Aniversário na Infraero – artigo de José Antônio Lemos

Em artigos anteriores tenho repetido que dois dos mais importantes projetos para a cidade e para a Copa já ultrapassaram os limites do preocupante e atingem as raias do risco total em função dos prazos até 2014. Um é o da mobilidade urbana, especificamente nos projetos vinculados aos eixos do VLT, até hoje sem projeto; outro é o aeroporto, até hoje sem licitação das obras de sua estação de passageiros. Enquanto o caso da mobilidade tem sido bastante comentado, o do aeroporto não. Parece que a opinião pública e os meios informativos entenderam que o assunto está suficientemente bem acompanhado pela Infraero, apoiada nesse projeto pelo Estado desde o ano passado. Pois é, aconteceu mais um atraso no projeto do aeroporto, que todos já imaginavam pronto e que só faltava a licitação da obra. Qual o que. Semana passada a Infraero acatou pedido da empresa Globe Engenharia de adiar para dia 27 próximo a entrega do projeto executivo para as obras de ampliação do Aeroporto Marechal Rondon, que era prevista para o começo deste mês. Cerca de 15 dias de atraso podem parecer nada, mas são críticos diante do prazo que se tem até a Copa.

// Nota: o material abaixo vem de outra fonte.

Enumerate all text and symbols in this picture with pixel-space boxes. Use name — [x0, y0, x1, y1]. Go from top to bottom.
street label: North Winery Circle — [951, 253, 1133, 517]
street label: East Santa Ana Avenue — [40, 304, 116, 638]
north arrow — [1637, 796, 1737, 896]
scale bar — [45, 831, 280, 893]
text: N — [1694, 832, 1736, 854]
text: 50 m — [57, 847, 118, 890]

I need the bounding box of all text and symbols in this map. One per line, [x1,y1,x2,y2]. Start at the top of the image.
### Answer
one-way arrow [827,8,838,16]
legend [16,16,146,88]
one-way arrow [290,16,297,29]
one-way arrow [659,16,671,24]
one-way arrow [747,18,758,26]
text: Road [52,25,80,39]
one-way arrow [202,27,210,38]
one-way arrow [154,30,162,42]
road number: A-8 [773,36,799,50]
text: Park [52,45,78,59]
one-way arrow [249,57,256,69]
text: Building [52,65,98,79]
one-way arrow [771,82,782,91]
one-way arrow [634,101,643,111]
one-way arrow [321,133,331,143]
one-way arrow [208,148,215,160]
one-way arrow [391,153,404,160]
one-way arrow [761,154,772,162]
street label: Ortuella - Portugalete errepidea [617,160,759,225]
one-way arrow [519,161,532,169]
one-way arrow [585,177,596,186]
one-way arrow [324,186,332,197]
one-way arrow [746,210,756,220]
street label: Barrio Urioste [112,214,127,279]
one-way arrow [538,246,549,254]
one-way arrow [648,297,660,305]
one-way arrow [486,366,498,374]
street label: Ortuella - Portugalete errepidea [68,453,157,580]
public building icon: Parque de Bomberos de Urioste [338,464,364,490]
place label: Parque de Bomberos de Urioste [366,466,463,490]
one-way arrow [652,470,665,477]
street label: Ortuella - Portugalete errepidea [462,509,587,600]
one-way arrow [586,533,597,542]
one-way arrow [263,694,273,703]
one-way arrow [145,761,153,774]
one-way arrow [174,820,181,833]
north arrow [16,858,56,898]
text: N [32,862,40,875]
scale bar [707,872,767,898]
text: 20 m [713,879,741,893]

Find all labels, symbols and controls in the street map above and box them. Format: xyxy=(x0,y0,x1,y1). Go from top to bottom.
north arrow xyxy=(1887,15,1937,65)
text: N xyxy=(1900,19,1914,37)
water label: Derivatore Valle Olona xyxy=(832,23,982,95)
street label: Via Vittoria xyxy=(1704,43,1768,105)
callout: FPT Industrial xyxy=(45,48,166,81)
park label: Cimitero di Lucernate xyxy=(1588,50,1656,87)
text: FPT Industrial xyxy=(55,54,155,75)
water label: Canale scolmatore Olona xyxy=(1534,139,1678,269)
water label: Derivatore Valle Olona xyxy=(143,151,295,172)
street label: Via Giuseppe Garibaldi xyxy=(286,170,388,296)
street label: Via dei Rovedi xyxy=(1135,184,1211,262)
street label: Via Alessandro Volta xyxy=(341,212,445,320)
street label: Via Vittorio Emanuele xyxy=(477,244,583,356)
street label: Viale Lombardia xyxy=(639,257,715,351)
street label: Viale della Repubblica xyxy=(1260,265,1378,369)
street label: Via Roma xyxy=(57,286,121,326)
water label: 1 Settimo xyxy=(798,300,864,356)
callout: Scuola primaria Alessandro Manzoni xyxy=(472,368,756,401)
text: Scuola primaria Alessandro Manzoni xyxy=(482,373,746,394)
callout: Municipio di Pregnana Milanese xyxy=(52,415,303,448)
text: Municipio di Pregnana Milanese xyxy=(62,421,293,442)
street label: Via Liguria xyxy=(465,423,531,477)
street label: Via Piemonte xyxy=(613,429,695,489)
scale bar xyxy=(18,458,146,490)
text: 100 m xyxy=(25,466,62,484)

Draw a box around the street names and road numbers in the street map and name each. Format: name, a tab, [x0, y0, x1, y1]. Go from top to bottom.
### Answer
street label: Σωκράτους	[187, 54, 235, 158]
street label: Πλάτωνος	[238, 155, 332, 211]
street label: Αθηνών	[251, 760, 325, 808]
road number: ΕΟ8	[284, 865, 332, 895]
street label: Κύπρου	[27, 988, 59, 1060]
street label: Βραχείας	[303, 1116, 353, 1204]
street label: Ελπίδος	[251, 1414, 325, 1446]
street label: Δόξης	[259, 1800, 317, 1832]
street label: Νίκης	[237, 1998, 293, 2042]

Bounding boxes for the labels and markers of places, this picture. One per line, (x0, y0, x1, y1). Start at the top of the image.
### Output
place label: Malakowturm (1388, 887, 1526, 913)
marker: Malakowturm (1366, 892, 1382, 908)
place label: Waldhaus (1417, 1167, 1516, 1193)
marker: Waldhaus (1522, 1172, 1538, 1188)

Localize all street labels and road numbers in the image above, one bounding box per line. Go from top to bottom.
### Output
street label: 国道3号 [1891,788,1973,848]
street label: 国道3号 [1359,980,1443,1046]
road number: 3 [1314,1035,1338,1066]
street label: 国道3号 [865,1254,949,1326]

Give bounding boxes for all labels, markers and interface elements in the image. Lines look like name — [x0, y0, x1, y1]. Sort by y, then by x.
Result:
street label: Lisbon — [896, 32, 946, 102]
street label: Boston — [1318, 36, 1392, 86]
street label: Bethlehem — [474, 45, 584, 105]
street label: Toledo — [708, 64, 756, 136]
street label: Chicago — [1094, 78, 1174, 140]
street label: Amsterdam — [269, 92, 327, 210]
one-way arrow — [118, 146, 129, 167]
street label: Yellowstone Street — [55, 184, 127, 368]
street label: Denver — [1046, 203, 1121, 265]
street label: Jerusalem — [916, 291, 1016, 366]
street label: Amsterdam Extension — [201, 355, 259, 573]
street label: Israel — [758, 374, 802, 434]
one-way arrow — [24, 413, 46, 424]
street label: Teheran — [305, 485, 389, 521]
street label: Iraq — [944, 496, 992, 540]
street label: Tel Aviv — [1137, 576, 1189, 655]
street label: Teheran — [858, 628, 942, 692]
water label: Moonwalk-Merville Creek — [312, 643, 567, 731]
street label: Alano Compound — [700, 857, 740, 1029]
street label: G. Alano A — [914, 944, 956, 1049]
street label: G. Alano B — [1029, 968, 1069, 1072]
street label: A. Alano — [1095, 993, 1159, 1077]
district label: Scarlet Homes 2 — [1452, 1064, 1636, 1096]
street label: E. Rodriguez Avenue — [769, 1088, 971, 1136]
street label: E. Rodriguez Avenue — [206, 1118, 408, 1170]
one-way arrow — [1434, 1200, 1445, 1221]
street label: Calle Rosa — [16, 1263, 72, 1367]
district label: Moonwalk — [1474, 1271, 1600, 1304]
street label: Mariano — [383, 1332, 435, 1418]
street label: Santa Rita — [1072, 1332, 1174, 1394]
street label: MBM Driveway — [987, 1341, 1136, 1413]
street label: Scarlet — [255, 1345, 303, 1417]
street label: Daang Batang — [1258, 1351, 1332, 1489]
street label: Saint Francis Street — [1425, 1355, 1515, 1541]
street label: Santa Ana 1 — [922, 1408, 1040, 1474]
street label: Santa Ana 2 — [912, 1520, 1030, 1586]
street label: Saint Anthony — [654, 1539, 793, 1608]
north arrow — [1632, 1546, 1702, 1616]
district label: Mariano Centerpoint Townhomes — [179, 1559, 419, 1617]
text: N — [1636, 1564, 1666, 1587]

Olhado ao longo do histórico das ampliações do Marechal Rondon o temor aumenta. Aos iniciantes em Aeroporto Marechal Rondon, é bom lembrar que a Infraero tem sido madrasta com o nosso aeroporto e desde as três últimas décadas o aeroporto funciona subdimensionado. A situação seria corrigida quando um cuiabano de saudosa memória, Orlando Boni, assumiu em 2002 a direção da empresa e determinou a elaboração de um projeto de qualidade, bem como um Plano Diretor para o aeroporto, compatível com seu movimento, já acelerado naquela época. Foi projetada então uma estação para 1,0 milhão de passageiros por ano, e as obras foram tocadas até enquanto permaneceu aquela direção do órgão. Ainda bem que deixou quase concluído o módulo “A” (atual ala de embarque) e o setor administrativo, o módulo “C” (atual ala(?) de desembarque), pois as obras foram paralisadas e só concluídas nos módulos iniciados graças à intervenção na época do Conselho Deliberativo do Aglomerado Urbano através de uma Moção de Repúdio, assinada pelos então governador do estado e os prefeitos de Cuiabá e Várzea Grande. E é o que temos até hoje, uma estação para 1,0 milhão de passageiros/ano construída pela metade, acrescida pelo emergencial “puxadinho”, concluído também depois de muitos atrasos. Isso para mais de 2,5 milhões de passageiros usuários em 2011!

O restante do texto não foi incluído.